La trayectoria de un
escritor —como la de cualquier otro profesional, en realidad— tiene situaciones
curiosas. En general, los autores
mejoran con el paso del tiempo: conocen mejor su propia escritura, han
practicado más, tienen muchas lecturas a sus espaldas y pueden proponerse retos
más ambiciosos. Siempre me ha parecido interesante comparar las obras de un
mismo autor, puesto que una primera novela escrita a los treinta años nunca
puede ser igual que una sexta o una séptima redactada a los cincuenta. Por
ejemplo, en Irène Némirovsky, una de las escritoras a las que más admiro, se
nota una evolución considerable desde los libros que publicó con apenas veinte
años, como El baile, y sus últimas
novelas (Los perros y los lobos, Jezabel, El vino de la soledad…): las segundas son infinitamente más ricas
en matices, denotan una mayor madurez literaria y la voluntad de querer
construir algo más grande que una sencilla nouvelle.

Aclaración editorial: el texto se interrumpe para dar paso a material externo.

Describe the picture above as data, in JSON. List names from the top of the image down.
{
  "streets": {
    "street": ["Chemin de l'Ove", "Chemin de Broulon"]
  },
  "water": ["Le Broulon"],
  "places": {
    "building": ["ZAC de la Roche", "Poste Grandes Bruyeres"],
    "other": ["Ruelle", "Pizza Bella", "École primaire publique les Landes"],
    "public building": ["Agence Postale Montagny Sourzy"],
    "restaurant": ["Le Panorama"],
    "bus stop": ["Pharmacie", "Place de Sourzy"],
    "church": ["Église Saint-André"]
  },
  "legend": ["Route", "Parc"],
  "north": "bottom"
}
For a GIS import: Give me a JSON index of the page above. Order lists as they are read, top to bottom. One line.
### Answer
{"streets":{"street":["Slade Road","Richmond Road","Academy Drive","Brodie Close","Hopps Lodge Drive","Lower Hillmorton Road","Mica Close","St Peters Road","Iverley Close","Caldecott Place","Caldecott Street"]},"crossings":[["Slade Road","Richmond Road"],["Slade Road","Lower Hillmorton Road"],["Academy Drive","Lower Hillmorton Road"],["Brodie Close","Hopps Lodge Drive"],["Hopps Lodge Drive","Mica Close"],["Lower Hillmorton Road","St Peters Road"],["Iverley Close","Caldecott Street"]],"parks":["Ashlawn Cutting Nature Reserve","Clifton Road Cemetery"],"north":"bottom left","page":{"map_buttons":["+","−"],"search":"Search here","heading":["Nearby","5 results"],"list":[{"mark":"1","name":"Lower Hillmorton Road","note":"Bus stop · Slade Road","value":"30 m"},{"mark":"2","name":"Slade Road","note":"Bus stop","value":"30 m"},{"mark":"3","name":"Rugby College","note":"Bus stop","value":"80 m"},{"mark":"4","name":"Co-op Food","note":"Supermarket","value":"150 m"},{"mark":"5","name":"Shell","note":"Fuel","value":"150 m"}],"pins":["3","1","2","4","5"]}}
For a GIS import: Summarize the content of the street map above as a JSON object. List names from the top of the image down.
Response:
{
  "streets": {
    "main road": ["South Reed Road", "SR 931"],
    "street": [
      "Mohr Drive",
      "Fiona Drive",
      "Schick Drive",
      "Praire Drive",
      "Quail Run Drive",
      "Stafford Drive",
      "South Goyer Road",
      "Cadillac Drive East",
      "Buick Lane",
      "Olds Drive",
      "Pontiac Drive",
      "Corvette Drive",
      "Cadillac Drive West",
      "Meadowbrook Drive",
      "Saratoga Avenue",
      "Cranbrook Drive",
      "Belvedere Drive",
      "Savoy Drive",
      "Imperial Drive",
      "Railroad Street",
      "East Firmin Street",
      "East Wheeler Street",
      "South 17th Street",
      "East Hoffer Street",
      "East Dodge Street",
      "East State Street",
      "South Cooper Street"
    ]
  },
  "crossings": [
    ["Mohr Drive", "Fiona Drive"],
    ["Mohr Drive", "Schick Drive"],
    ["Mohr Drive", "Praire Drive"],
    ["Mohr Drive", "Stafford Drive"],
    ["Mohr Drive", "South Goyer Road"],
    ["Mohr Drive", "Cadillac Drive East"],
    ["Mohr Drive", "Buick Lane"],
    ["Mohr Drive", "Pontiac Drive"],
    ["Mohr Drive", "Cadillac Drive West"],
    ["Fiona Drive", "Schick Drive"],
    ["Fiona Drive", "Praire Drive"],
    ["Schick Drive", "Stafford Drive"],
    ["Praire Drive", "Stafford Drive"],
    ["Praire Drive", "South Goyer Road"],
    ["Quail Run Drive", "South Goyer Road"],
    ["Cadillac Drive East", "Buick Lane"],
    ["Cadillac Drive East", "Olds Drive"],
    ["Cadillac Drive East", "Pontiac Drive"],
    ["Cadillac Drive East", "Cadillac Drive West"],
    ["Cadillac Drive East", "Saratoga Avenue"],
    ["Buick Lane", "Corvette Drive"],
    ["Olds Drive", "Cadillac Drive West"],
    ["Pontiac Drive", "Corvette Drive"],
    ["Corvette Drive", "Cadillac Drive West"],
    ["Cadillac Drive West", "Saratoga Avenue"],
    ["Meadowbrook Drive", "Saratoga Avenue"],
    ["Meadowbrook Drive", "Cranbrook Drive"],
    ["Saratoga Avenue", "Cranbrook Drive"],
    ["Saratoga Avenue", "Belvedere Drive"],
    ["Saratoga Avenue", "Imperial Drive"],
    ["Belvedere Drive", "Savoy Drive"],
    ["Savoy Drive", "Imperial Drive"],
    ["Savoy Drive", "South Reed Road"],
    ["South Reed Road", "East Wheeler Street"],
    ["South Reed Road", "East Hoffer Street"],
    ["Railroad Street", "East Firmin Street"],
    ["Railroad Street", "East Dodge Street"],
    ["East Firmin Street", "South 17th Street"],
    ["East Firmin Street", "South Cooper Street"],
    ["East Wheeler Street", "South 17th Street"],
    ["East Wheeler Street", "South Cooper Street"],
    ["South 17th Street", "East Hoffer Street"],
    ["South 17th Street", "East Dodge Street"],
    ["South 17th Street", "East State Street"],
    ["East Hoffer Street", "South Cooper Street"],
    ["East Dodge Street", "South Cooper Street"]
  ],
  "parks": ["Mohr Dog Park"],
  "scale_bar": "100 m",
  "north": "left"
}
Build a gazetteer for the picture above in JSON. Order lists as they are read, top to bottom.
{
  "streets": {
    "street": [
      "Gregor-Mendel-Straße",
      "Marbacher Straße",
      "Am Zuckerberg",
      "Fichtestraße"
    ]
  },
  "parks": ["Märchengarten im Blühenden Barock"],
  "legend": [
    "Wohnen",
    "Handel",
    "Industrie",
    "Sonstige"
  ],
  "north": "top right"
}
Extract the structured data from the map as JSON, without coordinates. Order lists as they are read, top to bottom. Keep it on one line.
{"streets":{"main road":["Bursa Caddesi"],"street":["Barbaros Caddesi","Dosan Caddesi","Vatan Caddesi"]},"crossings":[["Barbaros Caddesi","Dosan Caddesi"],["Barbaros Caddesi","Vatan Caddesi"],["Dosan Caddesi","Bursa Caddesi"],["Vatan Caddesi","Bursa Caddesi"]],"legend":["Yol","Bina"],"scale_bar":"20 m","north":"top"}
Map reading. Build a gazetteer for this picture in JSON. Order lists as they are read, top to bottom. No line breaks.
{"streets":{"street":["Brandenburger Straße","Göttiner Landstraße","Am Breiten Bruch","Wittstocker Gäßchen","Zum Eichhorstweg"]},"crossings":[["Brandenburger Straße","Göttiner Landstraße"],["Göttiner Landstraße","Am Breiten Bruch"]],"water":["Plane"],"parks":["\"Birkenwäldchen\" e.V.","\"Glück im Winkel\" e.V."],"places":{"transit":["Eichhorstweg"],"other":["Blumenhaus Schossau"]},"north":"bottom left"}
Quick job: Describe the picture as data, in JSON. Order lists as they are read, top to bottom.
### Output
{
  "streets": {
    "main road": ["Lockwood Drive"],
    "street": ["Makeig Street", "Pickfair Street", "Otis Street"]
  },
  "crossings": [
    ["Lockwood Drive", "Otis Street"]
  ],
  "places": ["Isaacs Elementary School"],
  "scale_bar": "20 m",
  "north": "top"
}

Se puede decir que supo crecer como escritora.Sin embargo, en algunos
casos sucede lo contrario: el autor
empieza bien, pero después va en caída libre y sin frenos, incapaz de
recuperar el nivel inicial, tal vez porque nunca fue lo suficiente buen escritor
o porque se ha obcecado en repetir el mismo esquema que le funcionó una vez. En
este sentido, me vienen a la mente autores de éxito como Marc Levy o Nicholas
Sparks, a los que leí con fruición durante mi adolescencia y después dejaron de
interesarme. Los dos debutaron con obras que funcionaron muy bien y que, sin
ser nada del otro mundo, aportaban algún matiz distinto al género romántico (el
componente mágico de Ojalá fuera cierto
y el Alzheimer en El cuaderno de Noah,
respectivamente). No obstante, si uno sigue leyendo los libros de ambos se dará
cuenta de que el resto de su obra es un quiero y no puedo, una repetición de lo
que escribieron en su día que carece del factor sorpresa que les hizo sobresalir
en su momento. En las últimas oportunidades que les di, hasta me tomaba sus
libros con humor: «A ver dónde está el truco mágico en la nueva novela de Marc
Levy, a ver si nos vuelve a plantar al dúo del amigo sensible y el amigo
bruto…», «A ver quién muere esta vez, a ver qué giro le da Sparks para
convertir esto en tragedia», y no me equivocaba. Leído uno, leídos todos.De todas formas, entre
los autores que no logran estar de nuevo a la altura de sus primeras novelas
también hay escritores respetables, como Louisa May Alcott. Fue una autora muy
prolífica —la Wikipedia cita más de treinta libros—, pero ha pasado a la
historia por Mujercitas, novela que
publicó a los treinta y seis años. Sus libros posteriores siguieron esa estela
y tuvieron una buena acogida en su época, pero hoy en día son bastante
desconocidos, incluso me he encontrado con lectores que piensan que fue autora
de un solo libro. Supongo que cuando se
escribe una obra maestra resulta muy difícil mantener ese nivel; les pasa a
todos los escritores, pero a los que la publican a los treinta se les nota más
que a los que lo hacen con cincuenta años, básicamente porque el número de
publicaciones «después de» suele ser mayor. En estos casos me muestro más
comprensiva: no espero una segunda o una tercera obra maestra, sino una buena
novela con el sello personal del autor. Casi siempre la encuentro.En conclusión, pienso
que la tendencia natural en un autor serio es progresar con el tiempo y la
experiencia hasta llegar al punto álgido, a pesar de que a lo largo del camino
se produzcan algunos bajones puntuales. De todas formas, para mí lo malo no es tanto bajar un poco el nivel,
sino el hecho de estancarse y limitarse a repetir una fórmula, aunque sé
que habrá lectores que no estén de acuerdo conmigo porque lo que se espera de
algunos autores es precisamente eso, que vuelvan a ofrecernos el mismo tipo de
producto que nos gustó una vez, sin arriesgar ni ir más allá. Yo me he cansado
de eso; busco una determinada voz personal, no una repetición.¿Qué opináis del tema?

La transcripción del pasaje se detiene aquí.